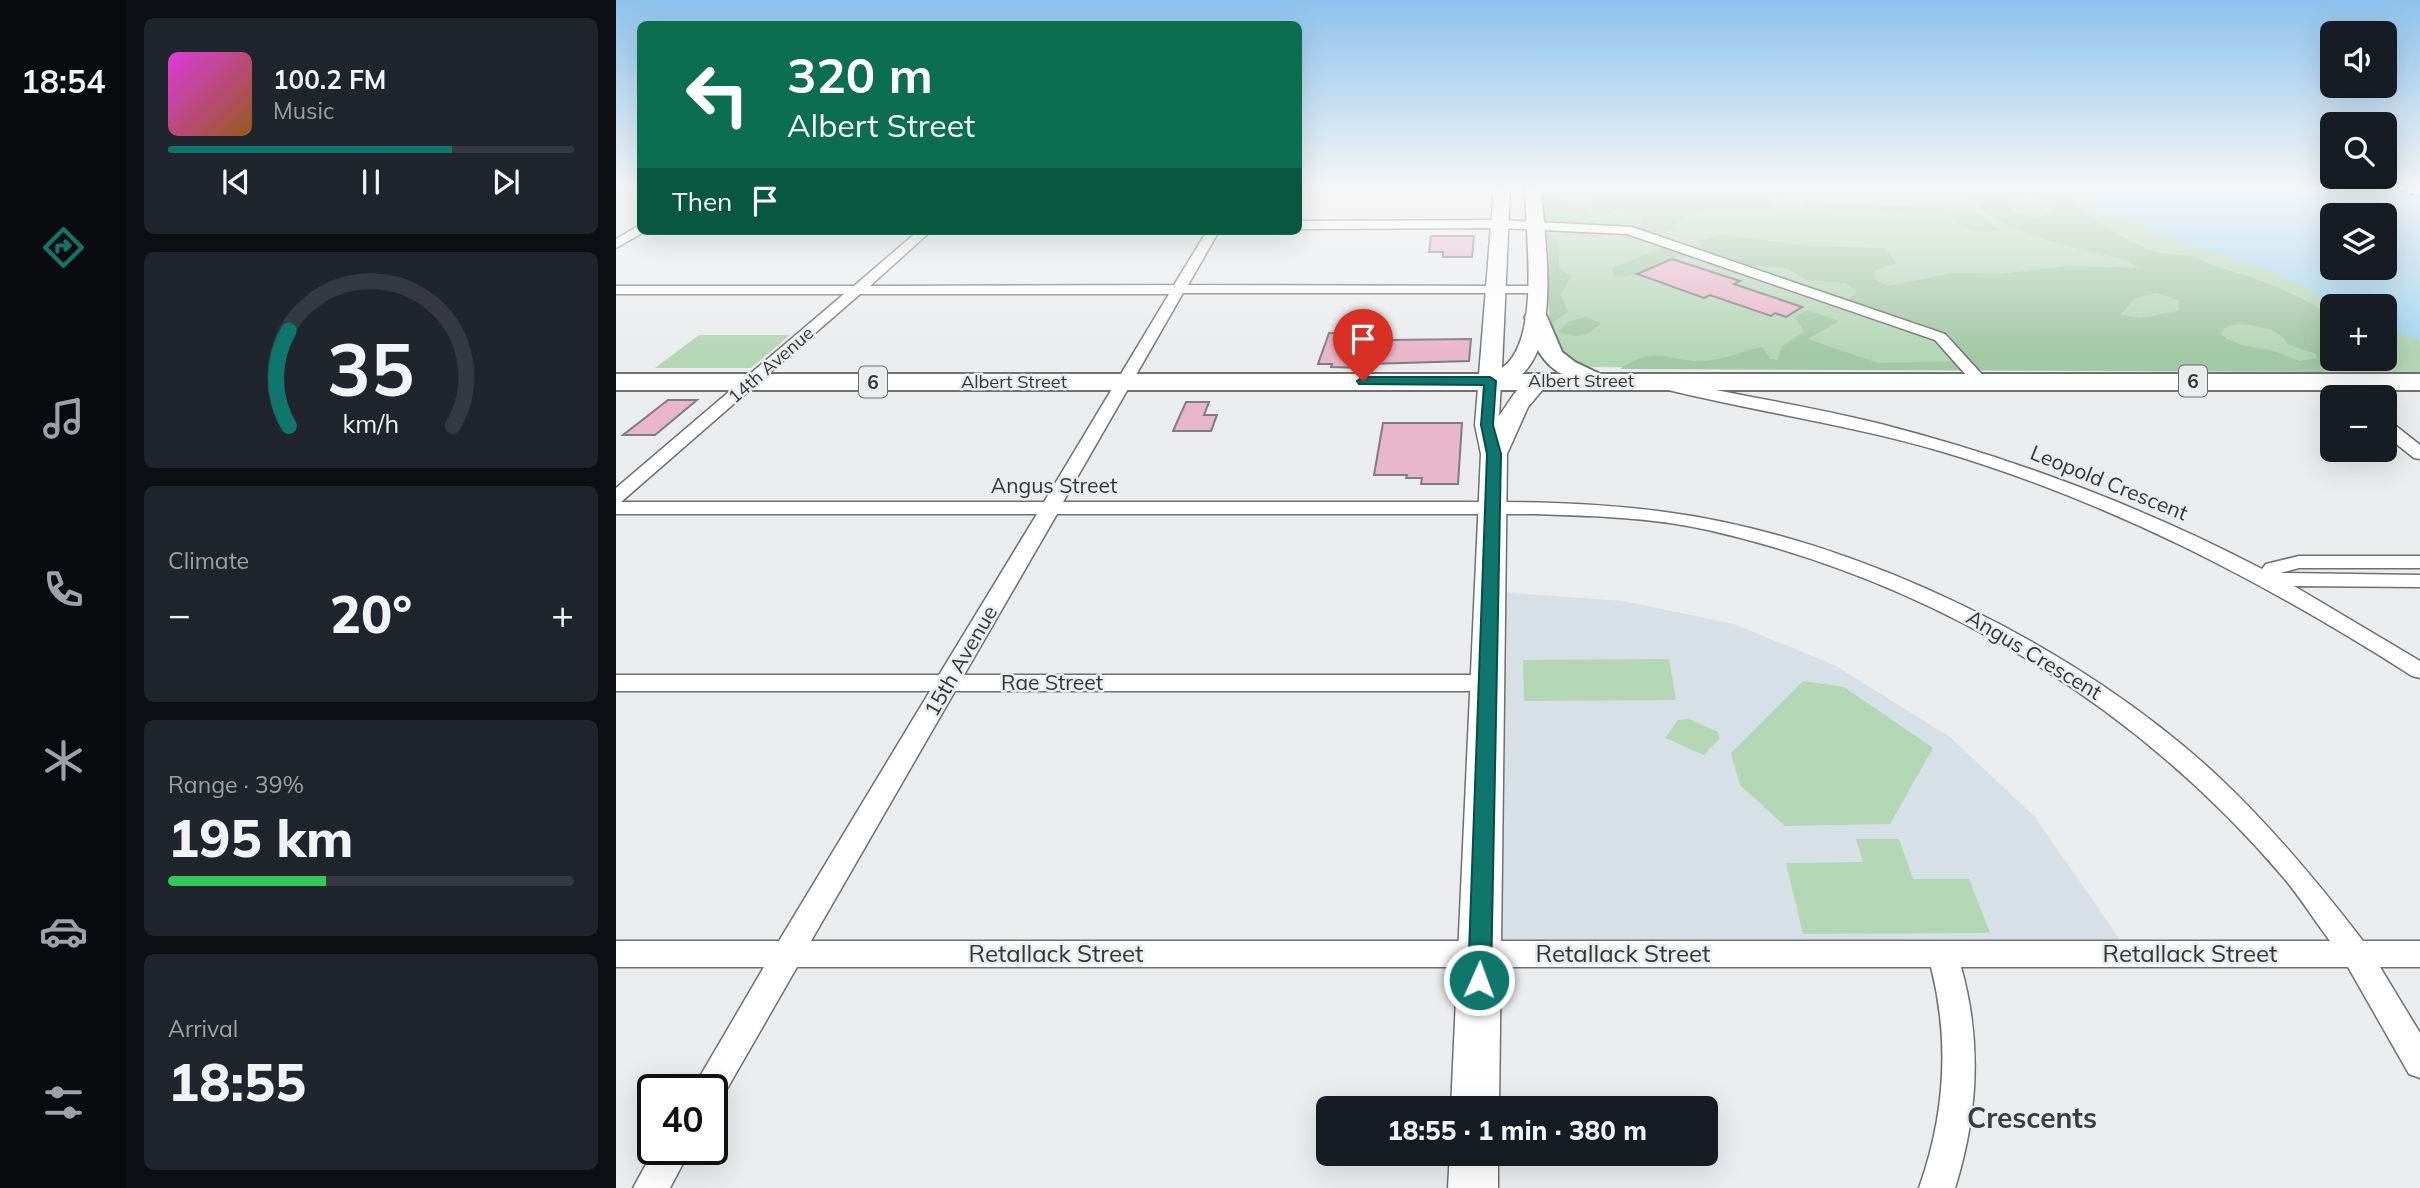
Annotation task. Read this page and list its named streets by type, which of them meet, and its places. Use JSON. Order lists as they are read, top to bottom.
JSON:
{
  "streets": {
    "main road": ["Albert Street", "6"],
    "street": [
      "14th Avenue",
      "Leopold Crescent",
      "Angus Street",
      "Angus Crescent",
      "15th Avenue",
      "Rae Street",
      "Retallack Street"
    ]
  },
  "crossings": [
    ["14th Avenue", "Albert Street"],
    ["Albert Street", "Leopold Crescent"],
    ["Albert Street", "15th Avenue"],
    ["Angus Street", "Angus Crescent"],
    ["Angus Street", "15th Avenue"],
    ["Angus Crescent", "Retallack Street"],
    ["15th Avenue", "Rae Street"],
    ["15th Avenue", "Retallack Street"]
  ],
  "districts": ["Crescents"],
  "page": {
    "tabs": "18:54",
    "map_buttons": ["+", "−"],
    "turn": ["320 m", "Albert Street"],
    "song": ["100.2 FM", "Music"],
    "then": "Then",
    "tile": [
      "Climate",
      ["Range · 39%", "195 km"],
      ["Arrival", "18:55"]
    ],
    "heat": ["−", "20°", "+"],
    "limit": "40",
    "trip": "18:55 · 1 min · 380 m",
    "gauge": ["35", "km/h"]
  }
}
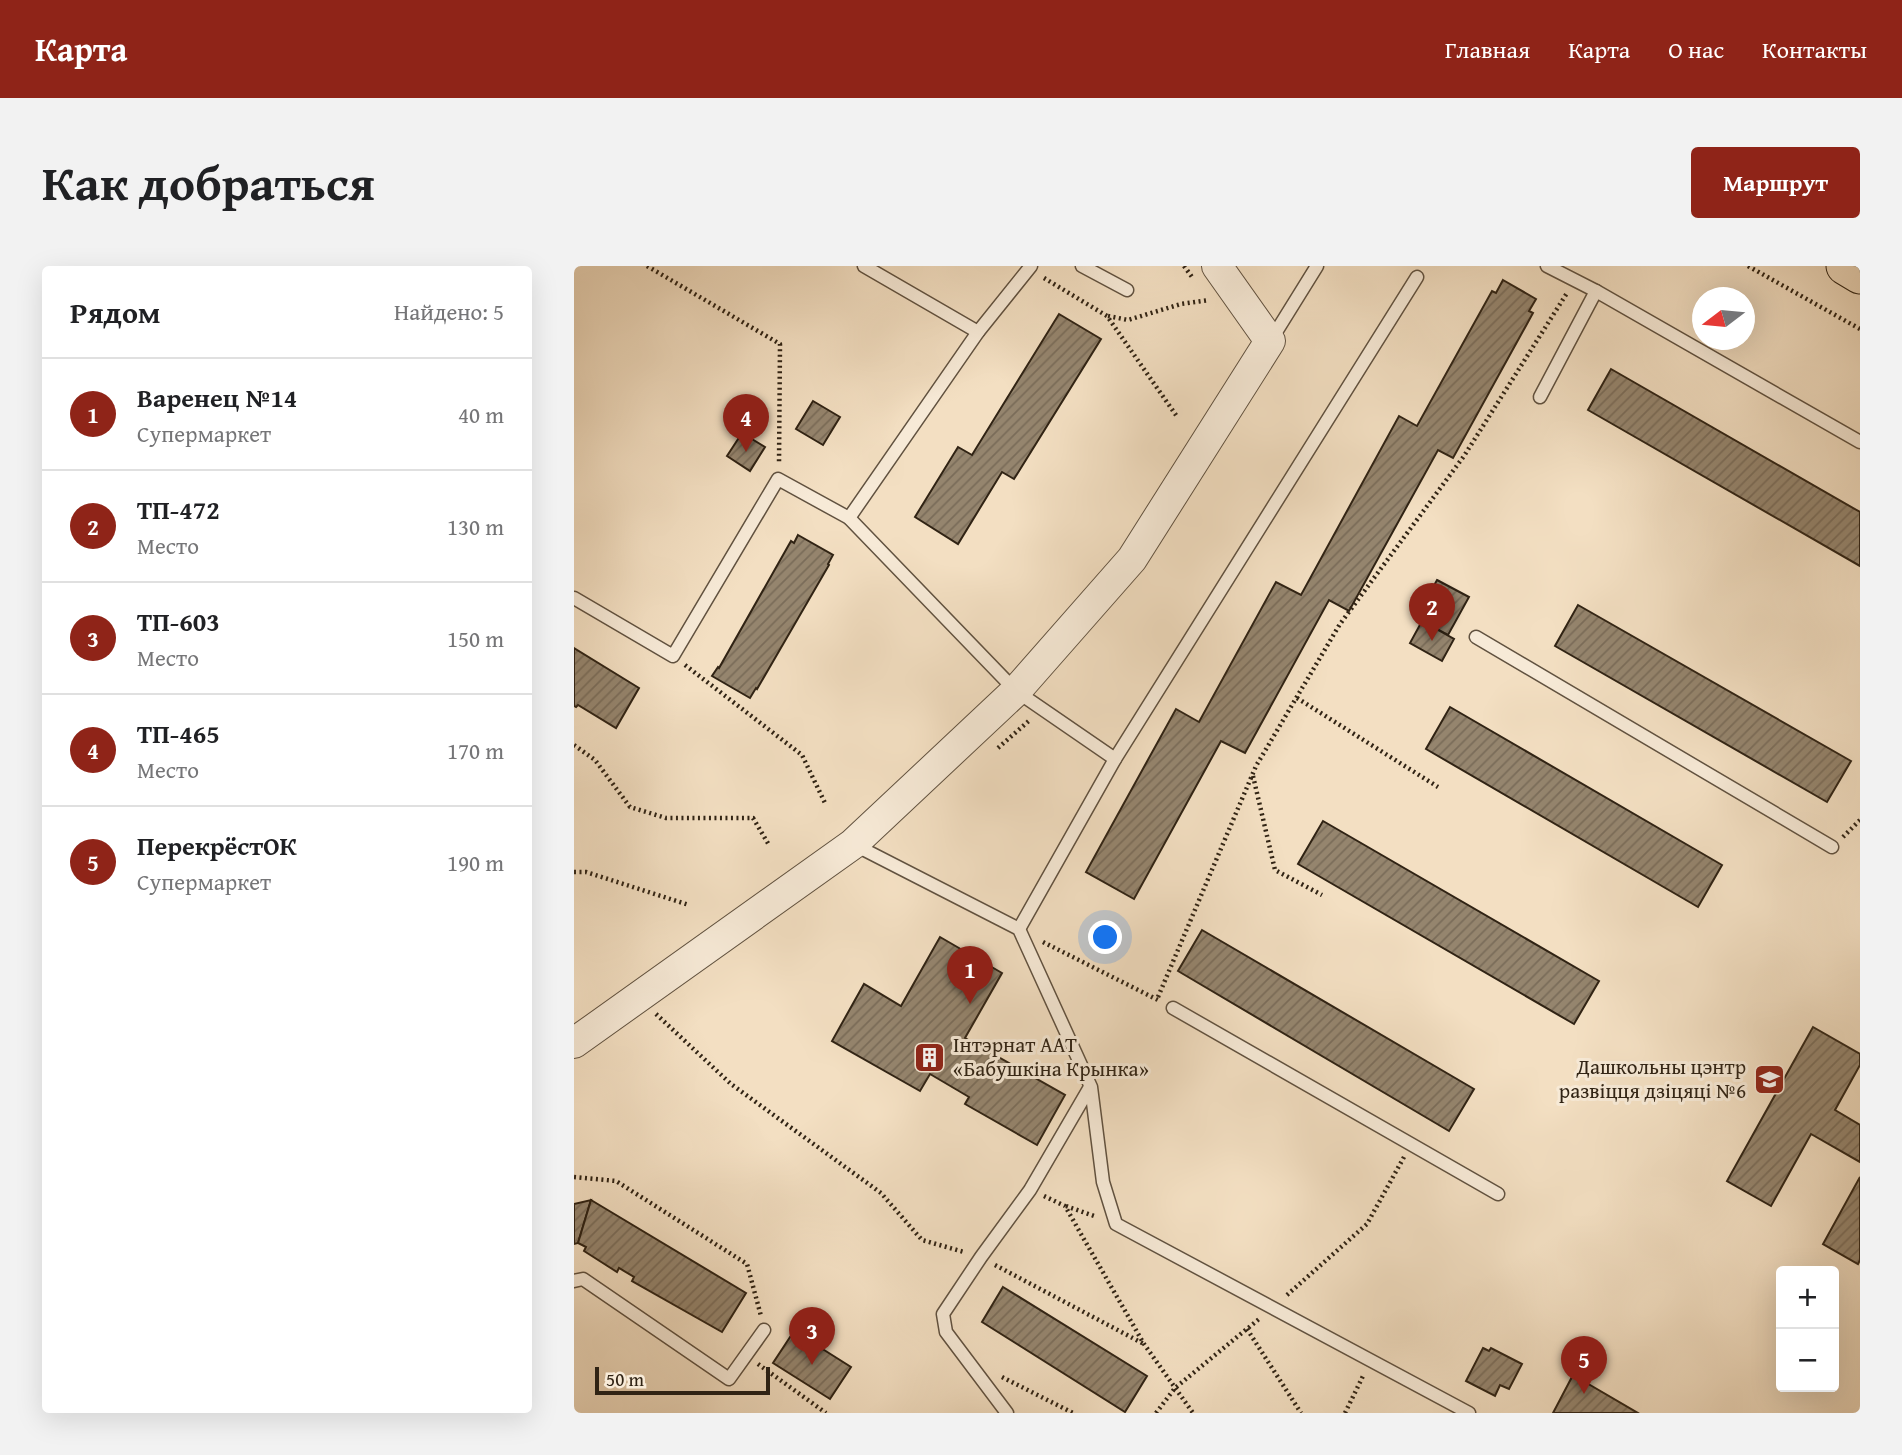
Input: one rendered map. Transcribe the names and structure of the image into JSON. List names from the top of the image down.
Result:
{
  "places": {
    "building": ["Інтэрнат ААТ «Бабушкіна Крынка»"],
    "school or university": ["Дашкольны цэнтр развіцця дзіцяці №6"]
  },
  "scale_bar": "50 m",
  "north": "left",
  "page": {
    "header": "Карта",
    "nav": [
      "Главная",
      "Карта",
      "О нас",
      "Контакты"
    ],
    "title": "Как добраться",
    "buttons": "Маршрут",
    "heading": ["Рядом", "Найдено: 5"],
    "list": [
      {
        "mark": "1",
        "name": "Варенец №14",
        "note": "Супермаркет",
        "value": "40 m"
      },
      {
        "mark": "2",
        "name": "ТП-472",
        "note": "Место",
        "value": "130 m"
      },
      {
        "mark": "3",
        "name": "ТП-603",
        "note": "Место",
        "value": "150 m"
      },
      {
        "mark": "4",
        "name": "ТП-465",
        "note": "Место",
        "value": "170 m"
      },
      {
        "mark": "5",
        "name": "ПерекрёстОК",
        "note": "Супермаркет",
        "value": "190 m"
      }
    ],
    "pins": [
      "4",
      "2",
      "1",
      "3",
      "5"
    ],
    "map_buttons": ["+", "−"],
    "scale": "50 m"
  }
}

— Your task —
Copy exactly the lines running from the beginning of the listing through the line that has "Input: one rendered". Drop the pictures.

— Task answer —
Annotation task. Read this page and list its named streets by type, which of them meet, and its places. Use JSON. Order lists as they are read, top to bottom.
JSON:
{
  "streets": {
    "main road": ["Albert Street", "6"],
    "street": [
      "14th Avenue",
      "Leopold Crescent",
      "Angus Street",
      "Angus Crescent",
      "15th Avenue",
      "Rae Street",
      "Retallack Street"
    ]
  },
  "crossings": [
    ["14th Avenue", "Albert Street"],
    ["Albert Street", "Leopold Crescent"],
    ["Albert Street", "15th Avenue"],
    ["Angus Street", "Angus Crescent"],
    ["Angus Street", "15th Avenue"],
    ["Angus Crescent", "Retallack Street"],
    ["15th Avenue", "Rae Street"],
    ["15th Avenue", "Retallack Street"]
  ],
  "districts": ["Crescents"],
  "page": {
    "tabs": "18:54",
    "map_buttons": ["+", "−"],
    "turn": ["320 m", "Albert Street"],
    "song": ["100.2 FM", "Music"],
    "then": "Then",
    "tile": [
      "Climate",
      ["Range · 39%", "195 km"],
      ["Arrival", "18:55"]
    ],
    "heat": ["−", "20°", "+"],
    "limit": "40",
    "trip": "18:55 · 1 min · 380 m",
    "gauge": ["35", "km/h"]
  }
}
Input: one rendered map. Transcribe the names and structure of the image into JSON. List names from the top of the image down.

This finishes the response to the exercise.